6ea1856ee9a0421c868966170540c045

Use DatasetExplorer to navigate the dataset

The dataset module provides objects for exploring, navigating, and loading CAD-encoded datasets for machine learning applications. It consists of two primary components that work together to simplify data handling:

  1. DatasetExplorer - For exploring and querying dataset contents

  2. DatasetLoader - For loading and preparing datasets for machine learning training

These components are designed to work with processed data from the cadaccess and cadencoder modules, as well as the outputs from the flow pipeline system. They provide high-level abstractions that let users focus on machine learning tasks rather than data-handling complexity.

DatasetExplorer

The DatasetExplorer class (dataset_explorer.py) provides methods for exploring and querying datasets stored in a compressed and optimized format (.dataset) with accompanying metadata (.infoset) files. This class focuses on data discovery, filtering, and statistical analysis.

Key Methods

Data Discovery and Metadata

  • available_groups() -> set: Returns the set of available dataset groups (faces, edges, file, etc.)

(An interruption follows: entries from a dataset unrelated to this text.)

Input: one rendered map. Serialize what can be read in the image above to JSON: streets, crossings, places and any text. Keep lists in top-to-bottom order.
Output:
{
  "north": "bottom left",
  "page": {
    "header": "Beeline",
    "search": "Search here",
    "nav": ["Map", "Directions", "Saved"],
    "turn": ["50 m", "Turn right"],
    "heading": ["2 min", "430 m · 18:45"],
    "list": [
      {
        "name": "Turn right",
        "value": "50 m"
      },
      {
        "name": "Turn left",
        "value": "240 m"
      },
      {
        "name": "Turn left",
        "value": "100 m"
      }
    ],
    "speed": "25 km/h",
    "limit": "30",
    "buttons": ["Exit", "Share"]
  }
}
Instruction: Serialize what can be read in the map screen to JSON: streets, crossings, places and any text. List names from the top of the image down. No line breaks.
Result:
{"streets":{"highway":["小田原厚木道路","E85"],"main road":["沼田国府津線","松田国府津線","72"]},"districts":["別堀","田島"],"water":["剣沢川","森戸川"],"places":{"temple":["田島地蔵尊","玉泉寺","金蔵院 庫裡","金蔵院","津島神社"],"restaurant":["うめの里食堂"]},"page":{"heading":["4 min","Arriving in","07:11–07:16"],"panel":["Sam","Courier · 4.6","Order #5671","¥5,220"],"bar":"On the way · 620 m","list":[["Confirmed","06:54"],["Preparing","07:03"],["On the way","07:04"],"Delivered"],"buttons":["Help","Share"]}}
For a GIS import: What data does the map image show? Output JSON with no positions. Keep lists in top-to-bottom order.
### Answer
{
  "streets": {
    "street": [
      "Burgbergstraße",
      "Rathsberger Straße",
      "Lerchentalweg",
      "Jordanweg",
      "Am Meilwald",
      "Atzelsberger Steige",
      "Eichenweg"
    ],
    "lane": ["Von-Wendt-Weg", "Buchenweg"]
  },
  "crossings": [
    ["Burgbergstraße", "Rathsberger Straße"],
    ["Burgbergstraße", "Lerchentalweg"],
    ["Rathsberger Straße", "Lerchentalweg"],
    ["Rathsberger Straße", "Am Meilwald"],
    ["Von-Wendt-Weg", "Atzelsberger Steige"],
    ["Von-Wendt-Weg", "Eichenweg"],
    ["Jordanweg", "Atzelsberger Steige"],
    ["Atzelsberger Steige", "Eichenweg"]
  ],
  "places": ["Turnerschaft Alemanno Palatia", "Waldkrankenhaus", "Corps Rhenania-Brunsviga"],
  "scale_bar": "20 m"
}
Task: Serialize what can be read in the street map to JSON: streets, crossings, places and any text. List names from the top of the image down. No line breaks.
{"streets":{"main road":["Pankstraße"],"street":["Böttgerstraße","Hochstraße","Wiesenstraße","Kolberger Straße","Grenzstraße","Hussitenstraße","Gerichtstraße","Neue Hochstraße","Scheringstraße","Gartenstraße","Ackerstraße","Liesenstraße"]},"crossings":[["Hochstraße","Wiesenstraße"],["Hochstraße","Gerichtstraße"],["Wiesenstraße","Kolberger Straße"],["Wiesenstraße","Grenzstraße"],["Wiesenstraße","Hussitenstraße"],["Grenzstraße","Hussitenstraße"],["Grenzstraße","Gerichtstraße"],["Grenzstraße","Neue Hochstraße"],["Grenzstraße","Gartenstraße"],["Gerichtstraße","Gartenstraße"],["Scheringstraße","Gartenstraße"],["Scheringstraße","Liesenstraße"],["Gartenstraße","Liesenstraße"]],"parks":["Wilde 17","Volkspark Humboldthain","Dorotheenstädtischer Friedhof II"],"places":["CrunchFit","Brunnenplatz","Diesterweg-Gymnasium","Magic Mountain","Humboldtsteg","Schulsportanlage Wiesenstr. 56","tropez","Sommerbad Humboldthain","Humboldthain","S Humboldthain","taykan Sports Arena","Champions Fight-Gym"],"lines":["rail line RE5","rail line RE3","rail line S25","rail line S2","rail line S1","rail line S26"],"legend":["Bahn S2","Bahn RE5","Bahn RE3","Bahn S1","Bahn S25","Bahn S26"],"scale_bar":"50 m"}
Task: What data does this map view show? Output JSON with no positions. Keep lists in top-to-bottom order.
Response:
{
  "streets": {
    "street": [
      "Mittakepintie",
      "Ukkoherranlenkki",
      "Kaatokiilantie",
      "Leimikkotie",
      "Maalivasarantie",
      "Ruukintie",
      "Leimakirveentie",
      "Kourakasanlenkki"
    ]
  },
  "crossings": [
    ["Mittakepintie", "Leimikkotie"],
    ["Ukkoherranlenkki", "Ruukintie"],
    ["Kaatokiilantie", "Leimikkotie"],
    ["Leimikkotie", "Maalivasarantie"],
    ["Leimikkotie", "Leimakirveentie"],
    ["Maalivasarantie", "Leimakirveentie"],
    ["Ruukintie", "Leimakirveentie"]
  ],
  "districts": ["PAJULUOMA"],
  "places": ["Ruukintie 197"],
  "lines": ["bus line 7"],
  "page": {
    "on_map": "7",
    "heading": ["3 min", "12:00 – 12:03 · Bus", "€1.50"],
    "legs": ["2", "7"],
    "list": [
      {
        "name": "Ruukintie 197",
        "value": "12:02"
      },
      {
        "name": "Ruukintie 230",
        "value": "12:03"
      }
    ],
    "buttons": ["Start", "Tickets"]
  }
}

  • get_descriptions(table_name: str, key_id: Optional[int] = None, use_wildchar: Optional[bool] = False) -> pd.DataFrame: Retrieves metadata descriptions (labels, face types, edge types, etc.)

  • get_parquet_info_by_code(file_id_code: int): Returns rows from the Parquet file for a specific file ID code

  • get_file_info_all() -> pd.DataFrame: Returns all file info from the Parquet metadata

Data Distribution Analysis

  • create_distribution(key: str, bins: int = 10, group: str = "faces") -> Dict[str, Any]: Computes histograms of data distributions using Dask for parallel processing

Data Filtering and Selection

  • get_file_list(group: str, where: Callable[[xr.Dataset], xr.DataArray]) -> List[str]: Returns file IDs matching a boolean filter condition

  • file_dataset(file_id_code: int, group: str) -> xr.Dataset: Returns a subset of the dataset for a specific file

  • build_membership_matrix(group: str, key: str, bins_or_categories: Union[int, List, np.ndarray], as_counts: bool = False) -> tuple[np.ndarray, np.ndarray, np.ndarray]: Builds a file-by-bin membership matrix for stratified splitting

  • decode_file_id_code(code: int) -> str: Converts an integer file ID code to the original string identifier

[ ]:
from scripts.helper_tutorials import load_environement_variables

load_environement_variables()
True
[25]:
import hoops_ai
import os
import sys

license_key = os.environ.get("HOOPS_AI_LICENSE")
if not license_key:
    sys.exit("HOOPS_AI_LICENSE environment variable is required.")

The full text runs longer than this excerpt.